Birkaç dakika sonra, Marla ile verandada oturuyorduk. Tanrıların her an gelmesini bekliyordum. Merhaba John, Marla beni selamladı, Bu O’nunla buluşmak için harika bir ortam.
Kesinlikle öyle, diye cevap verdim, ama o nerede Marla? Bugün o gün olmalı, değil mi?
Evet, bugün ve zamanı geldi. Sonra Gideon’a dönerek, Neden devam edip açıklamıyorsun, Gideon dedi.
Rahatla John, dedi Gideon. Sana söylemem gereken birkaç şey var.
Biliyordum! Biliyordum! Hayal kırıklığı içimde dolup taşarak bağırdım. Bir şey bana onun burada olmayacağını söyledi. İç çekerek istifa ettim.
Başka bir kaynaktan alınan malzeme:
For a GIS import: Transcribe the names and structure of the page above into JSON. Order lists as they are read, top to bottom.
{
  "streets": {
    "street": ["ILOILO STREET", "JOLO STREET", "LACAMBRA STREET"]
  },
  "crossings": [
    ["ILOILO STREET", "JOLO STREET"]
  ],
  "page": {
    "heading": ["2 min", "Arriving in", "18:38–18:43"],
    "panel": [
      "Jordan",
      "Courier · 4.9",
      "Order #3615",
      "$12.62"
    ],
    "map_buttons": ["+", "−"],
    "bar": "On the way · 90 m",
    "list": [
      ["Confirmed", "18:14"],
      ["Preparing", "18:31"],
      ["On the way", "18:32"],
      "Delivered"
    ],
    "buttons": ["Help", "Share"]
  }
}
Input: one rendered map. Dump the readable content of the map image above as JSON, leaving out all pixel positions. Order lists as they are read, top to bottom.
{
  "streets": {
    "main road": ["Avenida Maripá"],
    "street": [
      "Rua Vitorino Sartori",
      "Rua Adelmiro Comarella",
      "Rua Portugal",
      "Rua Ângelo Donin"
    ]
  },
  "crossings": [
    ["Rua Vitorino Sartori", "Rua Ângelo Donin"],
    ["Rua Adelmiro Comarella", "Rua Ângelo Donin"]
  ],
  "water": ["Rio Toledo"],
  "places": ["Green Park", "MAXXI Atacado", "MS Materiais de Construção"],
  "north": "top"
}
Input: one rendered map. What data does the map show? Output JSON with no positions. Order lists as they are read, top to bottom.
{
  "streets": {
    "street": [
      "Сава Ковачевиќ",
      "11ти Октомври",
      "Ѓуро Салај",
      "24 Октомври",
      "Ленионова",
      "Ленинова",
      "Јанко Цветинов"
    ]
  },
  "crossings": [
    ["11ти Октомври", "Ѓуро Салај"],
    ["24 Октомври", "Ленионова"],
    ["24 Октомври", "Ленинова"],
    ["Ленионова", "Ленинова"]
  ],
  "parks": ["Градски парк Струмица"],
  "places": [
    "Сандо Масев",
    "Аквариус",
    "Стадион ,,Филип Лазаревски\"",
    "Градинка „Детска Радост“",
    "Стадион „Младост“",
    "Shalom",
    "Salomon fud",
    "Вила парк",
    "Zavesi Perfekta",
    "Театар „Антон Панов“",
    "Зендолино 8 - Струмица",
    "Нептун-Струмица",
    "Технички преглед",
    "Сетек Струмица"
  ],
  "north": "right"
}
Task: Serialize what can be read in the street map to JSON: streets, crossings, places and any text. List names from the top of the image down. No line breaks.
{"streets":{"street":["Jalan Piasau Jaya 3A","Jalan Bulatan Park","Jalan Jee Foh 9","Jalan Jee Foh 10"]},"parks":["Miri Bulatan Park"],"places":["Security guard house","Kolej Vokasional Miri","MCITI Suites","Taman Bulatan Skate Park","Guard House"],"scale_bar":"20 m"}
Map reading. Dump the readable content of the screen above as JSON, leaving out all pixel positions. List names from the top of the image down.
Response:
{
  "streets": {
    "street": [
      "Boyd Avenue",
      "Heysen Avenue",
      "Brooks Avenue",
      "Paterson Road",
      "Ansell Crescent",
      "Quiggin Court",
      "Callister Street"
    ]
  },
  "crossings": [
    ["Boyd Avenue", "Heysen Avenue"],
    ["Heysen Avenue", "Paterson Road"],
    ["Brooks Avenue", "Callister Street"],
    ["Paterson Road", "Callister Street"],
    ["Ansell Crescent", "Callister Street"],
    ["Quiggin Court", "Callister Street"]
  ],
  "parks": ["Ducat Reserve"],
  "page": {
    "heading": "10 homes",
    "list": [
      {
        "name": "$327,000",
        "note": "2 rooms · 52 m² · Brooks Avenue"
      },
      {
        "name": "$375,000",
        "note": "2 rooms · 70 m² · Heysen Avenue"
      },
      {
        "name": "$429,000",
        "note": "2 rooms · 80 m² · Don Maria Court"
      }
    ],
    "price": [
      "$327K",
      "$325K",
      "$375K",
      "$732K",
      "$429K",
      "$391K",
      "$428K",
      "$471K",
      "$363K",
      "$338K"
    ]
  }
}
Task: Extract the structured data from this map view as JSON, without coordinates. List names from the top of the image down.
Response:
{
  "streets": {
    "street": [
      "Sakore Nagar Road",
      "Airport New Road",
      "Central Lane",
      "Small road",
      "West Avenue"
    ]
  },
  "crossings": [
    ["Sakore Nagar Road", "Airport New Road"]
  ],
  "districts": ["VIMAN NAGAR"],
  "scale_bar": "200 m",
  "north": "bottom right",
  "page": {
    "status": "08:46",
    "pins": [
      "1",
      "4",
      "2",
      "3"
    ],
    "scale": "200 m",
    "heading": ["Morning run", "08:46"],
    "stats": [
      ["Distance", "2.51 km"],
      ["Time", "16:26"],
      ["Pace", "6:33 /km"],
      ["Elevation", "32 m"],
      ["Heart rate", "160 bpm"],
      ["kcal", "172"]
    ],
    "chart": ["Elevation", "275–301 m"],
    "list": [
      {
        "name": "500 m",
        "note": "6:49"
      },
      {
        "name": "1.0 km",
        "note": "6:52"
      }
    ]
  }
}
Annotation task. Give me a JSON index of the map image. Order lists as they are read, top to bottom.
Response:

Marla ve Gideon kısa bir süre hiçbir şey söylemedi. Sonunda Gideon bir yudum kahve daha aldı, sandalyesine yaslandı ve konuşmaya başladı.
Dikkatlice dinle, dedi John. Tanrı seni hayal kırıklığına uğratmadı. Tanrı asla kimseyi hayal kırıklığına uğratmaz. Size daha önce Tanrı’nın asla geç olmadığını söylediğimi hatırlıyor musunuz? Geldi. O burada, ama bunu son zamanlarda O’nu gördüğünüzden farklı bir şekilde yapmayı seçti. O’nu görmek için Büyük Şehir’e gitmeniz gerekmediğini, her zaman yanınızda olduğunu ve bir randevunun gerekli olmadığını anlamanızı istedi. O burada ve şu anda seninle, ama hissedebildiğin kadar göremiyorsun.
O halde O nerede, Gidyon? Sesim hâlâ hayal kırıklığıyla doluydu.
Sıradaki konuşan Marla’ydı. Dinle John, bize biraz daha güvenir misin?
Elbette Marla. Sana ve Gideon’a her zaman ya da en azından neredeyse her zaman güvendiğimi biliyorsun.
O zaman ağaçları işaret ederken, etrafınıza bakın, etrafınıza bakın ve gerçekten sessiz olun dedi. Yine de çılgınca akan düşünceleriniz. Şimdi kalbinizin ne söylediğini dinleyin ve Tanrı’yı görmeye başlayacaksınız.